Data extract:
=-=-=-=-=

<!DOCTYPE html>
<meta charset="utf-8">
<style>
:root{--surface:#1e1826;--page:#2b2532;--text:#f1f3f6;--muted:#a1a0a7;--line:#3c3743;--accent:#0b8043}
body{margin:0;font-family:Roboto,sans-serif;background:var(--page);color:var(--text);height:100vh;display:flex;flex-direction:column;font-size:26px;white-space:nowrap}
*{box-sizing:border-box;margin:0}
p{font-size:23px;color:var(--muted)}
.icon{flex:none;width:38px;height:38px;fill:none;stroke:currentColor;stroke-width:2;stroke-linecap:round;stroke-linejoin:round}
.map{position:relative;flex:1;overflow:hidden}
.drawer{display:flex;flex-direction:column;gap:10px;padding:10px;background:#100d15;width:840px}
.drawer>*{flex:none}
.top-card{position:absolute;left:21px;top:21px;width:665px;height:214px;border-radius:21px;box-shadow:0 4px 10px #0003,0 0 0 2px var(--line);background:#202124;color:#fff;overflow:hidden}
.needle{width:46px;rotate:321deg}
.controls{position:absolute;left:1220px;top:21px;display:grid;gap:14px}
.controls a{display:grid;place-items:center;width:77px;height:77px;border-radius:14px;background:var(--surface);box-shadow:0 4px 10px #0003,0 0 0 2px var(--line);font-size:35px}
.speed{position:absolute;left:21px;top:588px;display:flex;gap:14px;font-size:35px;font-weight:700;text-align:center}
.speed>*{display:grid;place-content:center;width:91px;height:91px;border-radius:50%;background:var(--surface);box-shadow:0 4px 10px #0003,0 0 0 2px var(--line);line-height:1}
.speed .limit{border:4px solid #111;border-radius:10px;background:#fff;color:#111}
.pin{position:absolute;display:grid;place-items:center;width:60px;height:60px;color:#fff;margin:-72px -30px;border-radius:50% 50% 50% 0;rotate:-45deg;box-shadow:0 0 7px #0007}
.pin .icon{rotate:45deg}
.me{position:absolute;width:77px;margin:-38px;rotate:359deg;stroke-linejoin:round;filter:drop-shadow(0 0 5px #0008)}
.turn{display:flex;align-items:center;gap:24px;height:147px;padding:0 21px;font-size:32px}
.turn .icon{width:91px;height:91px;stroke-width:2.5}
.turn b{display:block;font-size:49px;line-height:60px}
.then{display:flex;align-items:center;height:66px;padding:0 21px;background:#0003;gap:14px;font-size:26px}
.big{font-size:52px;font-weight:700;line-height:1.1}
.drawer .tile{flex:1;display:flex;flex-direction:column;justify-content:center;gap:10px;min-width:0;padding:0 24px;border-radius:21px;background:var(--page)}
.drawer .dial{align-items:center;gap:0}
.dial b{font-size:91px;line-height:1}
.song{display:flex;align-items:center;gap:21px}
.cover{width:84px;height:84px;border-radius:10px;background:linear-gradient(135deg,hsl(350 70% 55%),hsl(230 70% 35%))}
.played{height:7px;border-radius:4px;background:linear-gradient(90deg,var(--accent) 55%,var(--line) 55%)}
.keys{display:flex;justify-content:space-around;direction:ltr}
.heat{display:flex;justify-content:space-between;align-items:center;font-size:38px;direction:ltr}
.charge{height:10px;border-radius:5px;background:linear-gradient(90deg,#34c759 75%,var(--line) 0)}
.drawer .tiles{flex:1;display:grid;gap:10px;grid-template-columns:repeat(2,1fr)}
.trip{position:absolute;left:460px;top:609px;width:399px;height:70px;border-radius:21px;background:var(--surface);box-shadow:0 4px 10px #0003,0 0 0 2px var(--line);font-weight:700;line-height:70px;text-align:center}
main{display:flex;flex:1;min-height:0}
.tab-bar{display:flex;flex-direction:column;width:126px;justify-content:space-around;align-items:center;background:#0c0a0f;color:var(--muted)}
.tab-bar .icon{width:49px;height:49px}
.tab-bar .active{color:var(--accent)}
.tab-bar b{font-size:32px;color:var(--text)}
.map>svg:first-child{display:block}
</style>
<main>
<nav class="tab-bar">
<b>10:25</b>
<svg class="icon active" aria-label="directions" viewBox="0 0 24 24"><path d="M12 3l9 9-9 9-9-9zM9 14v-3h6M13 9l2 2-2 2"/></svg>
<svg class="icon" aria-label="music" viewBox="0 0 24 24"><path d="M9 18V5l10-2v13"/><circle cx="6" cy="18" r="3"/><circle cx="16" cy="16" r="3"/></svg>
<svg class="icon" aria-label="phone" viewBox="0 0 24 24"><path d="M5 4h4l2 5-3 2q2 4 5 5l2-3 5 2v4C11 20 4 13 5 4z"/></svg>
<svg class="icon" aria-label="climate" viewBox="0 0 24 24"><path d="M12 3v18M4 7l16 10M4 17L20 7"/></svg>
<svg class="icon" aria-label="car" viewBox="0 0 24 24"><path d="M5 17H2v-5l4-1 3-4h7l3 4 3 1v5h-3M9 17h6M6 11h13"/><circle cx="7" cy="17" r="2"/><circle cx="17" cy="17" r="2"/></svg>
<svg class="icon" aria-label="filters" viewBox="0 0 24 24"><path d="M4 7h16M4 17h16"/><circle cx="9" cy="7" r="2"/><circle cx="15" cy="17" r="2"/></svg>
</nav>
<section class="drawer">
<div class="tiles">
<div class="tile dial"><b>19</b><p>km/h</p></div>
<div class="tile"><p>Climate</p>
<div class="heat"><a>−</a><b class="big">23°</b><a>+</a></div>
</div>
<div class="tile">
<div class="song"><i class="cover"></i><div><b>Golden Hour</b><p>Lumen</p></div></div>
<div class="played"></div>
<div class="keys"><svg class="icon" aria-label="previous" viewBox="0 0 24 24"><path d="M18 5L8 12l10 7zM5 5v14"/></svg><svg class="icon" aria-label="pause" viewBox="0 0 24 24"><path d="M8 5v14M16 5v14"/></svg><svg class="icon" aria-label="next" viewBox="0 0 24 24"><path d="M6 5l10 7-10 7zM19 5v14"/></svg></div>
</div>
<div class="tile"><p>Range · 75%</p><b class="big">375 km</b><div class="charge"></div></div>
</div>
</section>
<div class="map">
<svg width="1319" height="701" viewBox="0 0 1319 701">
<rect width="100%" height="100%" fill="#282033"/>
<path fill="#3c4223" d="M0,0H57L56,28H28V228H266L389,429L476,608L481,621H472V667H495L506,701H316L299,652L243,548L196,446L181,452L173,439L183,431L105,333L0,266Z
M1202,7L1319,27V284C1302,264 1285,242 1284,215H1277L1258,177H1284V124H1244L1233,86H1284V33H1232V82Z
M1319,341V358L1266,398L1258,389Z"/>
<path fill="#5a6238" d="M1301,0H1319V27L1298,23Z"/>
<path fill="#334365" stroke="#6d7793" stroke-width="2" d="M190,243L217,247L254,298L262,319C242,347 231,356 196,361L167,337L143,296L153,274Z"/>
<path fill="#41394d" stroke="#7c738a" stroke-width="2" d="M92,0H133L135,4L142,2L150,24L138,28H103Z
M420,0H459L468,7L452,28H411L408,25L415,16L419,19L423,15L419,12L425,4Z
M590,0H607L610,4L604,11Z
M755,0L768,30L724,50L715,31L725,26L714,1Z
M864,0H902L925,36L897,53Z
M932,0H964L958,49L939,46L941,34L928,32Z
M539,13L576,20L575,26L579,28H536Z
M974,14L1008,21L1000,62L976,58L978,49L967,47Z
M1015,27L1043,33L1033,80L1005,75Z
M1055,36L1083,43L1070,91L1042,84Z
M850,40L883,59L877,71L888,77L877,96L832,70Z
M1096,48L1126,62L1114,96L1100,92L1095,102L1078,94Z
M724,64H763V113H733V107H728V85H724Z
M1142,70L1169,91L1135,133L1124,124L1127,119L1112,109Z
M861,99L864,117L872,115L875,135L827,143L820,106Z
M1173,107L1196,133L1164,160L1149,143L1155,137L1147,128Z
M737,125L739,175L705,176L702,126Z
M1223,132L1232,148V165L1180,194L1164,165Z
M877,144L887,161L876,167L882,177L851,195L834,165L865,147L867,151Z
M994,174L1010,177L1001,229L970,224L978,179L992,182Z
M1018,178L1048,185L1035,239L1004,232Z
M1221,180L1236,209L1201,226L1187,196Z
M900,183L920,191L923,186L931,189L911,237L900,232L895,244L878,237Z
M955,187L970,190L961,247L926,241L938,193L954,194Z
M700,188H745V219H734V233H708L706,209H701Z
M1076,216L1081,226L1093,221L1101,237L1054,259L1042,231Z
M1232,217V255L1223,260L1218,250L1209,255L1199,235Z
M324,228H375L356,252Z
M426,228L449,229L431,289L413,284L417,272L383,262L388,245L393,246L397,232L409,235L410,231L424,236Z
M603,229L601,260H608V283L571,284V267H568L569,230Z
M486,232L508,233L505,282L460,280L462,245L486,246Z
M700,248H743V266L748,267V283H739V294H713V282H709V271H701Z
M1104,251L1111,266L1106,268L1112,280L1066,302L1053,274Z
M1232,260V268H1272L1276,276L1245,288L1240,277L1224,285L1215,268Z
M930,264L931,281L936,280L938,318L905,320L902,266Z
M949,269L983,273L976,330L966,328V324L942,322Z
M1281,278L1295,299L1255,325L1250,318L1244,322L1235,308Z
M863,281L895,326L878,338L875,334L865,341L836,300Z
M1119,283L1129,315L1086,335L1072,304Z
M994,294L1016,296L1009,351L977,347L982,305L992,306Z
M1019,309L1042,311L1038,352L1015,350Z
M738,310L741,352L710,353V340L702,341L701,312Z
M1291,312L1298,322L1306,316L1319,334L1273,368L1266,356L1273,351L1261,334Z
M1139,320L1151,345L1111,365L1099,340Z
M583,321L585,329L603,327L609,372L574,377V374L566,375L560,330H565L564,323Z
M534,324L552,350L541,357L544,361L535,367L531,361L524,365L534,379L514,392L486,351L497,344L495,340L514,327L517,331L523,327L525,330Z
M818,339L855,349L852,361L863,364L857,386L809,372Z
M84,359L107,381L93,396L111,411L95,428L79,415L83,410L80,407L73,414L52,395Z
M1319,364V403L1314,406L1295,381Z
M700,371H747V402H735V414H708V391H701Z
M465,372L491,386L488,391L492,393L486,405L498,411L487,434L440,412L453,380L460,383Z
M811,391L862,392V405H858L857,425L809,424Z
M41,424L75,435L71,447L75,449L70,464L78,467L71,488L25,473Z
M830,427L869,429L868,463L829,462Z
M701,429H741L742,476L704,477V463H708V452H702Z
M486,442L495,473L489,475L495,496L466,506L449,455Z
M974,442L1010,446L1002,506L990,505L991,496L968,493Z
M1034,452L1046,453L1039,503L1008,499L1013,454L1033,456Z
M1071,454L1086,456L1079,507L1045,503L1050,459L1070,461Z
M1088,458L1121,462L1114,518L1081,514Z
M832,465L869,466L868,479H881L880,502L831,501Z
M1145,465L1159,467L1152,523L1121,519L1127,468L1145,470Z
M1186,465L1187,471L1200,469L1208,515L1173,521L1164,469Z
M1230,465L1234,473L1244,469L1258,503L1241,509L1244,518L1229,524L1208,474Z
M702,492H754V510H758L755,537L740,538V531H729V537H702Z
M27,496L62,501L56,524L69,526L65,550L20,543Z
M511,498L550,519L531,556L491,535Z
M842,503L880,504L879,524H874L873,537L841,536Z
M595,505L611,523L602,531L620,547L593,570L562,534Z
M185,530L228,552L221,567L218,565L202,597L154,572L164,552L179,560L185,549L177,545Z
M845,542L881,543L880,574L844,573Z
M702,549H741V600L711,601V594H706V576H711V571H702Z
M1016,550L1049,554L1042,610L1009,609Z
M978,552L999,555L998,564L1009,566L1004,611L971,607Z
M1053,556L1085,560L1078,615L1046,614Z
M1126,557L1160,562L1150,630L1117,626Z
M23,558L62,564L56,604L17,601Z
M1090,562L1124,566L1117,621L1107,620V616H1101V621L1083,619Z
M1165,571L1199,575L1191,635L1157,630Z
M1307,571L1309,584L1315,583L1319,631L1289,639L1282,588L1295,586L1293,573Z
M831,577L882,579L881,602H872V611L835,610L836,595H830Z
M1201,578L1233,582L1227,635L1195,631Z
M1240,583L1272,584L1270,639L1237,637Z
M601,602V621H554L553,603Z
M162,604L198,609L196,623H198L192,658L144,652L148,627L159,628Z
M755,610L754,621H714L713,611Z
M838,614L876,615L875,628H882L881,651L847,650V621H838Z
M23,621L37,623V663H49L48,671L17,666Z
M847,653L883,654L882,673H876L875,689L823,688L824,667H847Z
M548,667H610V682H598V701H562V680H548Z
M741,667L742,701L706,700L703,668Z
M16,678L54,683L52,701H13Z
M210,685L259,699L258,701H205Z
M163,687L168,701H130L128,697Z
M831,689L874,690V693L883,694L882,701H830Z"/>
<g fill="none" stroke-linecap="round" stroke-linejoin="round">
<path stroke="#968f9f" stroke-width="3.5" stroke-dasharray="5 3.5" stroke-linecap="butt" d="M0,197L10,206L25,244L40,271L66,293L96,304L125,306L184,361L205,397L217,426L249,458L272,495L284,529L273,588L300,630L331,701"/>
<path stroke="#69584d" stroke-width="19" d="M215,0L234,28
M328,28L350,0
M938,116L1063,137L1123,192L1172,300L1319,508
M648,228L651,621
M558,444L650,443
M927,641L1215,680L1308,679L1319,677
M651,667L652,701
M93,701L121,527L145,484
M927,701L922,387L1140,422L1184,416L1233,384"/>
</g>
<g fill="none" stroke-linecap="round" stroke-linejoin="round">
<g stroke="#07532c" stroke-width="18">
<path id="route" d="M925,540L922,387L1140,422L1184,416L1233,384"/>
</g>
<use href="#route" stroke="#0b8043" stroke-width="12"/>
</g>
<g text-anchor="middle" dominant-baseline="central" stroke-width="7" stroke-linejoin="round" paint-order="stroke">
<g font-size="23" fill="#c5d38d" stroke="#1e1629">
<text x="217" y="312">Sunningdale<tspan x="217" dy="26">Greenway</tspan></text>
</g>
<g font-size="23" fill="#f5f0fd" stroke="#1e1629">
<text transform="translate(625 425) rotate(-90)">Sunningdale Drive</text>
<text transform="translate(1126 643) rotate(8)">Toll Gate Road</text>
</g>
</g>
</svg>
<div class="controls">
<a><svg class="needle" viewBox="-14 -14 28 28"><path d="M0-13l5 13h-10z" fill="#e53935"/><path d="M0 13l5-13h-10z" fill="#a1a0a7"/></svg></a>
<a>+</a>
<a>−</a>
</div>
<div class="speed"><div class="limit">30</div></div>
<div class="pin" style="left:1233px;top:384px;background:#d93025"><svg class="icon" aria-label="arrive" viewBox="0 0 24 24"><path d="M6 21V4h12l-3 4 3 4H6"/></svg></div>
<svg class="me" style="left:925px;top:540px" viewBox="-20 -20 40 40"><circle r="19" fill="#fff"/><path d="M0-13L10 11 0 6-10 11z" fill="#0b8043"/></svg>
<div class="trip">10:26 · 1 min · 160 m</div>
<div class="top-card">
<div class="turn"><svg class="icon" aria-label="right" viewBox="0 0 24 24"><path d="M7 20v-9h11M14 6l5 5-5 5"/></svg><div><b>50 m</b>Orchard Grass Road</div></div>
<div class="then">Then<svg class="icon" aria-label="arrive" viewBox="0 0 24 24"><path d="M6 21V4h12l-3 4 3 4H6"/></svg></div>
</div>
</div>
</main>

=-=-=-=-=

Directions:
Report every line of the preceding listing where the string "overflow" occurs.

Exercise response:
.map{position:relative;flex:1;overflow:hidden}
.top-card{position:absolute;left:21px;top:21px;width:665px;height:214px;border-radius:21px;box-shadow:0 4px 10px #0003,0 0 0 2px var(--line);background:#202124;color:#fff;overflow:hidden}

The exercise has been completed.